In the entries that follow, how many lines include "grid"? Give the number and nothing else.
*** GIVEN DATA ***
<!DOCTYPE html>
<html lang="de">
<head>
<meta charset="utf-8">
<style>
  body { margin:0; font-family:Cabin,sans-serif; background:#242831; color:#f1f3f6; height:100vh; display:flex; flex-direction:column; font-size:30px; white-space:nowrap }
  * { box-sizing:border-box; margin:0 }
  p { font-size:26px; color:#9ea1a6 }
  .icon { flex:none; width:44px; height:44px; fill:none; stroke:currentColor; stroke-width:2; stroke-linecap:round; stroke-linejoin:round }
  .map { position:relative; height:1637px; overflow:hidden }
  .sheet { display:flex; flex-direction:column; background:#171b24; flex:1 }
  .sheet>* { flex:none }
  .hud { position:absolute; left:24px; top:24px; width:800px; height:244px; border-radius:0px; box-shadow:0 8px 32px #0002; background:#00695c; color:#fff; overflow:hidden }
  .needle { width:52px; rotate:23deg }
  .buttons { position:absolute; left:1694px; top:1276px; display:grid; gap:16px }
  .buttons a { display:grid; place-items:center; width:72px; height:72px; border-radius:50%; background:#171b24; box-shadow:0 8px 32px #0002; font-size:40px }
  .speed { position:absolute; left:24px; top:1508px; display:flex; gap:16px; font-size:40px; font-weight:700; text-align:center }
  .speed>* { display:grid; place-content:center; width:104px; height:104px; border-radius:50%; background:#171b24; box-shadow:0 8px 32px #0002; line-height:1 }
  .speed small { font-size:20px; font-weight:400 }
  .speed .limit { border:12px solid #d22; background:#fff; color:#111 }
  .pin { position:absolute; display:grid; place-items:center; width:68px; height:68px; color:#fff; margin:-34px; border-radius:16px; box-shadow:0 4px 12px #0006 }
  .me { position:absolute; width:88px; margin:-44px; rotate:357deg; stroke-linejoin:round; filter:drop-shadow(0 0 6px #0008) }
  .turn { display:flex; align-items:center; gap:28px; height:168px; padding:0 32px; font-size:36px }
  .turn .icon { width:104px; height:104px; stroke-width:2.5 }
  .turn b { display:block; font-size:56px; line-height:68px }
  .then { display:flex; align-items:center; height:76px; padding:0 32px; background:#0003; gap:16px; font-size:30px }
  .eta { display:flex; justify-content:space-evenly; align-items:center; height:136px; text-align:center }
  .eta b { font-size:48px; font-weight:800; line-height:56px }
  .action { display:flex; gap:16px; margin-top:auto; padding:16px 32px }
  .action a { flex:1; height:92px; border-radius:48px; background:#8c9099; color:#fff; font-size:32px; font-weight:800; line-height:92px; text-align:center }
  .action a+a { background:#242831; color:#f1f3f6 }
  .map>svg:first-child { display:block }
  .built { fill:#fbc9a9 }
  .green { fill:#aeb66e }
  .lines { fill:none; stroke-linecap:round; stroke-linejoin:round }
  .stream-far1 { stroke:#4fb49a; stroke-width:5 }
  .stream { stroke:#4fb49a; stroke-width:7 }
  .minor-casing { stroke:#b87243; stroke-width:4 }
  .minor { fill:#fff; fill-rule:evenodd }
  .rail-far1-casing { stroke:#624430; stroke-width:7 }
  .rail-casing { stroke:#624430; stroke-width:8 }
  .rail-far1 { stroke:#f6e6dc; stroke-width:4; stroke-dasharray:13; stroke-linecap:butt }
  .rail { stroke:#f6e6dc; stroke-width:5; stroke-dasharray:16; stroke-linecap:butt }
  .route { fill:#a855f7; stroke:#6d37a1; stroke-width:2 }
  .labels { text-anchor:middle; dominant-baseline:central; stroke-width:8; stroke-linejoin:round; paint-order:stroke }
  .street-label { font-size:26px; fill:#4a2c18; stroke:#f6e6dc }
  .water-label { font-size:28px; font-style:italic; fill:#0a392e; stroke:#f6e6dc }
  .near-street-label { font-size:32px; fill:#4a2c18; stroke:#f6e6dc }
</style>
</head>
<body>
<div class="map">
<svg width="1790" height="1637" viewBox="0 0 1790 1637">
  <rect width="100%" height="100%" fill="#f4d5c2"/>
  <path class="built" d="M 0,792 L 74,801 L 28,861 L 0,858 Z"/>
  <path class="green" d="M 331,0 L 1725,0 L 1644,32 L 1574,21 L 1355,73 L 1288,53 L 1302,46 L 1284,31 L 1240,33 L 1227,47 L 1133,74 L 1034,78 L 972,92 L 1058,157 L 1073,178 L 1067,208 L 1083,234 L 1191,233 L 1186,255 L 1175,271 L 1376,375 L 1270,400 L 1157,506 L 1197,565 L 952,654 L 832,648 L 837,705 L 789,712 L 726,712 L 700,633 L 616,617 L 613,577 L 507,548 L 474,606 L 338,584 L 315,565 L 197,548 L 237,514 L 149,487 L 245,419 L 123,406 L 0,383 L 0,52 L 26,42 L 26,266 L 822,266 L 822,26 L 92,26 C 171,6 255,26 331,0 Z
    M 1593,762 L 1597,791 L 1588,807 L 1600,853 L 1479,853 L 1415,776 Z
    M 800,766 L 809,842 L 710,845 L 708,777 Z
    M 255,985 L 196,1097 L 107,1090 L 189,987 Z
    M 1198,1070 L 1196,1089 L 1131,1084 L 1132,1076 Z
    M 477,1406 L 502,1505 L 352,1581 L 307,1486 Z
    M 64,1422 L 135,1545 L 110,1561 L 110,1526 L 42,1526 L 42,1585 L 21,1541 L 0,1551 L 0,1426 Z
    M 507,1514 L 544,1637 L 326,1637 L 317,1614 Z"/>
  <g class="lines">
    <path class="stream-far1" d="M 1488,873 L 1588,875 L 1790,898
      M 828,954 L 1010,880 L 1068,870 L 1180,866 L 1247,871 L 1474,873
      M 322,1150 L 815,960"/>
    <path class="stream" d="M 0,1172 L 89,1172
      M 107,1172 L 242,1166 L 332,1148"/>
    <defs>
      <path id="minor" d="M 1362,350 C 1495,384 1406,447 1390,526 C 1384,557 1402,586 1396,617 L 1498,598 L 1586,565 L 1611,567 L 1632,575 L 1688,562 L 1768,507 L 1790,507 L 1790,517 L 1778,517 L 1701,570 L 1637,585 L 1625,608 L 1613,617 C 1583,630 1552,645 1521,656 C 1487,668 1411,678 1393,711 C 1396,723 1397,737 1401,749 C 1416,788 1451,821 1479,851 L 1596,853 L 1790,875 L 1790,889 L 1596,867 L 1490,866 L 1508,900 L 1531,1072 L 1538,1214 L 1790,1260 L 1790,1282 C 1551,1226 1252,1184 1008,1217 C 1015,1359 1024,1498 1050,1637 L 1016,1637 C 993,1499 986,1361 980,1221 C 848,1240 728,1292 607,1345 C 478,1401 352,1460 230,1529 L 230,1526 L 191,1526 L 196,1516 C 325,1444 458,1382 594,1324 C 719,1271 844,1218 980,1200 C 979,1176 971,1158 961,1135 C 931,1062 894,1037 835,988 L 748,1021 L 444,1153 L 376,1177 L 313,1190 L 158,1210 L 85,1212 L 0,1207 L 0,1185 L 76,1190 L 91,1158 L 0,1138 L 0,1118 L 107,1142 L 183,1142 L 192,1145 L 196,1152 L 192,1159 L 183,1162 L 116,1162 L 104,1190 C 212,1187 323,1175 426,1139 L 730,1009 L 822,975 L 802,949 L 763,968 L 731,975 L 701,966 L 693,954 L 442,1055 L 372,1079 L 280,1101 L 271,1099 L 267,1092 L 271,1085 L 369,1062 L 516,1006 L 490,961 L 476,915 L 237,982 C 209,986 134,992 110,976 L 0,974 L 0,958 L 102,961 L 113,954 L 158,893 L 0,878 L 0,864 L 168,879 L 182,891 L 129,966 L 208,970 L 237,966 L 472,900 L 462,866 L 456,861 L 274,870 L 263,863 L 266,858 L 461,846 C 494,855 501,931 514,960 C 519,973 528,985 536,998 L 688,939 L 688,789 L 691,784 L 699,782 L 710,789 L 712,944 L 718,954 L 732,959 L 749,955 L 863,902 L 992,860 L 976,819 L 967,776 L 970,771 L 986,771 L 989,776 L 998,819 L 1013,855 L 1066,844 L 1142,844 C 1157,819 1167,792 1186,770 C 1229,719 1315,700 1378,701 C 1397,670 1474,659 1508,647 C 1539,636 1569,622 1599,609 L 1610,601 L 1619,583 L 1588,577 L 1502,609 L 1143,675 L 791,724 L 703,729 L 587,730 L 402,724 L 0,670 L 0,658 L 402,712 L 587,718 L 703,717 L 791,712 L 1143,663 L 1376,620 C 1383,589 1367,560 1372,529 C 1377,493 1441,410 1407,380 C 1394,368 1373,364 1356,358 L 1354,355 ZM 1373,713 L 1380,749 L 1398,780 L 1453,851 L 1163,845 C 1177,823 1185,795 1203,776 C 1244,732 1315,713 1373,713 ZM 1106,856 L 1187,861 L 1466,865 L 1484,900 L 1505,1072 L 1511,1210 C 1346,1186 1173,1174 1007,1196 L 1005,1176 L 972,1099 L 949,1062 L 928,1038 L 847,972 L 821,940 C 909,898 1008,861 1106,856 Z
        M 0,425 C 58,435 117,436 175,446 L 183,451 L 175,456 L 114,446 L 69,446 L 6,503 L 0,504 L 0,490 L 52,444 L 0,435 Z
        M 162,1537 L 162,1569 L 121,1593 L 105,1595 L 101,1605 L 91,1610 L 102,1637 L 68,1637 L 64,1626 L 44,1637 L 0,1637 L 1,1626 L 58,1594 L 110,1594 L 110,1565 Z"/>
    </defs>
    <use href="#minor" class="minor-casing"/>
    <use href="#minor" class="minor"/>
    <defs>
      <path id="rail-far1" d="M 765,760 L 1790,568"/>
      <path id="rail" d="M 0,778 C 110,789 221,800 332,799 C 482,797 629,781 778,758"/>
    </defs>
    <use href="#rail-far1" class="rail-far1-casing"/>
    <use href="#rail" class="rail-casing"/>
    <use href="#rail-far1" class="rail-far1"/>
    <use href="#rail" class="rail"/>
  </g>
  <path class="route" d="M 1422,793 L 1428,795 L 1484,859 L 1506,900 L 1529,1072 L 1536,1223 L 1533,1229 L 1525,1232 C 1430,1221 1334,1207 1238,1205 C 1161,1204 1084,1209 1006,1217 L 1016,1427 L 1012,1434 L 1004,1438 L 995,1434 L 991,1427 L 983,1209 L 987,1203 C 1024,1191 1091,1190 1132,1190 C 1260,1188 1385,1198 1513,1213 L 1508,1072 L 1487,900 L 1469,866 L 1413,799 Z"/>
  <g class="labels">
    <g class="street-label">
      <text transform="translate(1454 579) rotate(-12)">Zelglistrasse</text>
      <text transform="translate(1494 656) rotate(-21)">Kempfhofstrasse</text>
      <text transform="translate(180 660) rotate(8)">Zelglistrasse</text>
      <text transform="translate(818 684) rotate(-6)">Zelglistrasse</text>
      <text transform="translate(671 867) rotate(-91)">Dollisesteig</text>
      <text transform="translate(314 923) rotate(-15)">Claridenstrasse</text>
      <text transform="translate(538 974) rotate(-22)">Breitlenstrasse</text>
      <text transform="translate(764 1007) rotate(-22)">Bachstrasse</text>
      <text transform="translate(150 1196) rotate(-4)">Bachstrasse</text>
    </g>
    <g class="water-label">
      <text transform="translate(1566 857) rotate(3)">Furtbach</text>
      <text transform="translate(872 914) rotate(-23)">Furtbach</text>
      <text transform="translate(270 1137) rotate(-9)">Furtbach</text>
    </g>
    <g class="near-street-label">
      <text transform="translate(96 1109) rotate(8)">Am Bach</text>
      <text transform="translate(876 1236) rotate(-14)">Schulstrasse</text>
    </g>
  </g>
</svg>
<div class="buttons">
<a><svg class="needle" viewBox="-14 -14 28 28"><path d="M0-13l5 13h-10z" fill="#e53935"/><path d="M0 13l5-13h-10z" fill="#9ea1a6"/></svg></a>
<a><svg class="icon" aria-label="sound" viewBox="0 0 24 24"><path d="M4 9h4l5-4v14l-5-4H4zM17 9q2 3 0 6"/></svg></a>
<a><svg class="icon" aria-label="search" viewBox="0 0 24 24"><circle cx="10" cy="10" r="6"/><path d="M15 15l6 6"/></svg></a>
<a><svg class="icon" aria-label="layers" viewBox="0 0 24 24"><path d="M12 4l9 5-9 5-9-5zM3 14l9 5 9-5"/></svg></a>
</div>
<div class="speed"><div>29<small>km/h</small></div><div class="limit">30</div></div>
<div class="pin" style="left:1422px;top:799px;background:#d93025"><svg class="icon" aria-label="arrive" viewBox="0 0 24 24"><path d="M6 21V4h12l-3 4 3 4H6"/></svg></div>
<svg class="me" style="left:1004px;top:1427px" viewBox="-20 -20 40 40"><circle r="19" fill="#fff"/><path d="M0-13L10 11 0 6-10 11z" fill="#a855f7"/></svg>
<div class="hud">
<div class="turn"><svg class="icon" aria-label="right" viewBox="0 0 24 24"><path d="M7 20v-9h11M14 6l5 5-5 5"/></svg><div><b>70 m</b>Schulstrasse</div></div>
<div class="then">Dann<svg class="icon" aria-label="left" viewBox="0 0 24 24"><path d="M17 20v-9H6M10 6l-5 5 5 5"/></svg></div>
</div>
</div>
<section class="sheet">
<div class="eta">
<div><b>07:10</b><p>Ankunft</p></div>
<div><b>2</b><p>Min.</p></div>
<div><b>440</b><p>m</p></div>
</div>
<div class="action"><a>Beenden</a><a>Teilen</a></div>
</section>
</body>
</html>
*** End of GIVEN DATA ***
RESPONSE BOX
4